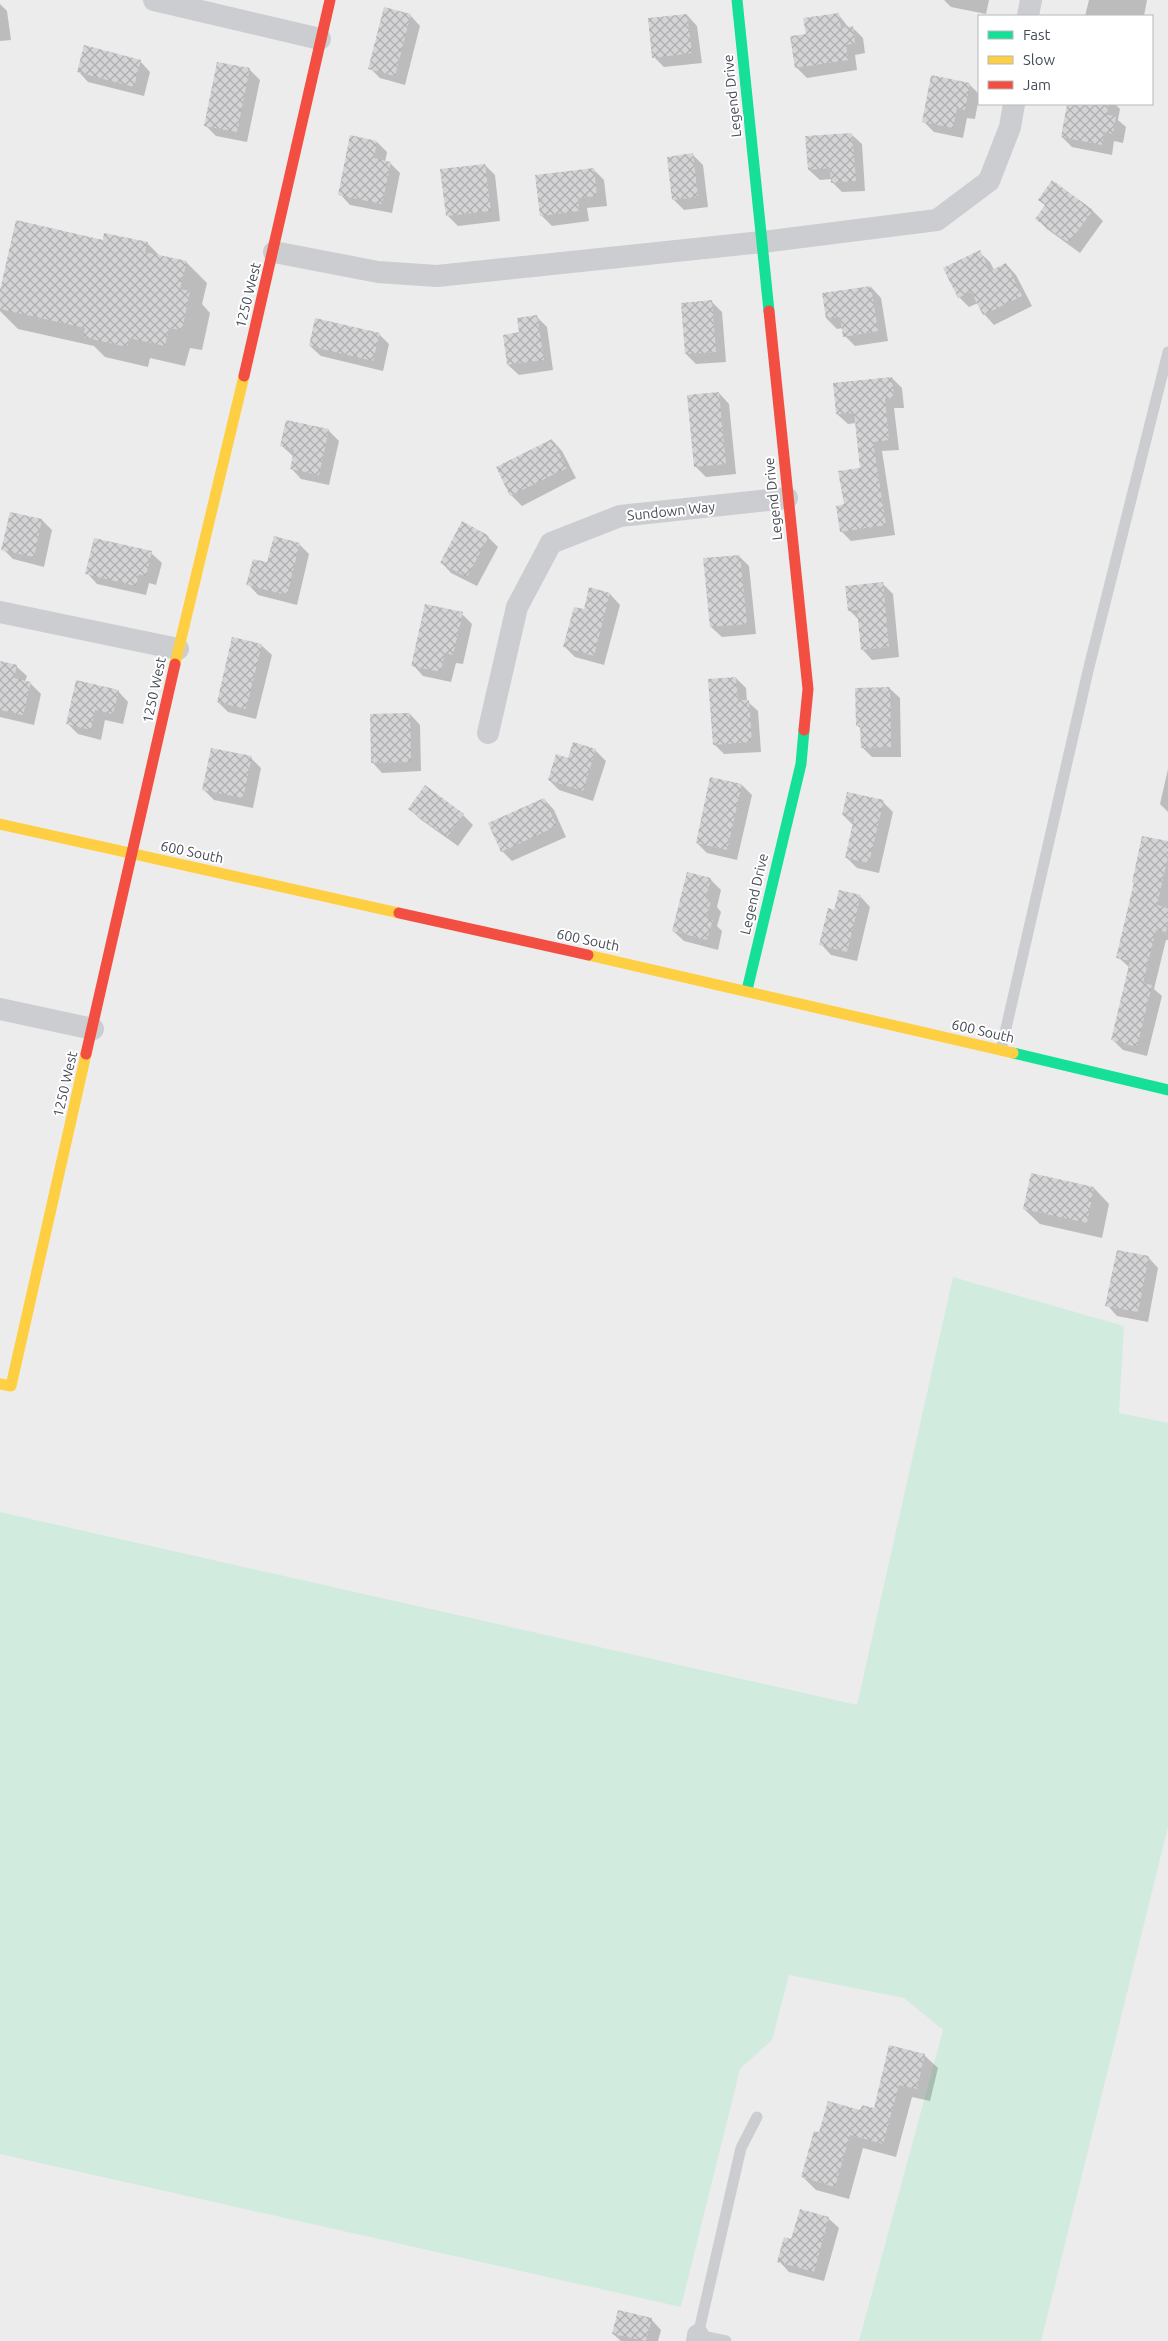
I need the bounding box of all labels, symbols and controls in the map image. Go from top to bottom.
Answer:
legend [978,15,1153,105]
text: Fast [1023,26,1051,43]
text: Slow [1023,51,1056,68]
street label: Legend Drive [720,54,744,138]
text: Jam [1023,76,1051,93]
street label: 1250 West [232,260,264,329]
street label: Legend Drive [761,457,785,541]
street label: Sundown Way [626,498,716,524]
street label: 1250 West [139,655,169,724]
street label: 600 South [159,838,225,866]
street label: Legend Drive [737,852,771,936]
street label: 600 South [555,926,621,954]
street label: 600 South [950,1016,1016,1046]
street label: 1250 West [50,1049,80,1118]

**Work request**
Output each record verbatim and leave out its pictures.

**Finished exercise**
I need the bounding box of all labels, symbols and controls in the map image. Go from top to bottom.
Answer:
legend [978,15,1153,105]
text: Fast [1023,26,1051,43]
text: Slow [1023,51,1056,68]
street label: Legend Drive [720,54,744,138]
text: Jam [1023,76,1051,93]
street label: 1250 West [232,260,264,329]
street label: Legend Drive [761,457,785,541]
street label: Sundown Way [626,498,716,524]
street label: 1250 West [139,655,169,724]
street label: 600 South [159,838,225,866]
street label: Legend Drive [737,852,771,936]
street label: 600 South [555,926,621,954]
street label: 600 South [950,1016,1016,1046]
street label: 1250 West [50,1049,80,1118]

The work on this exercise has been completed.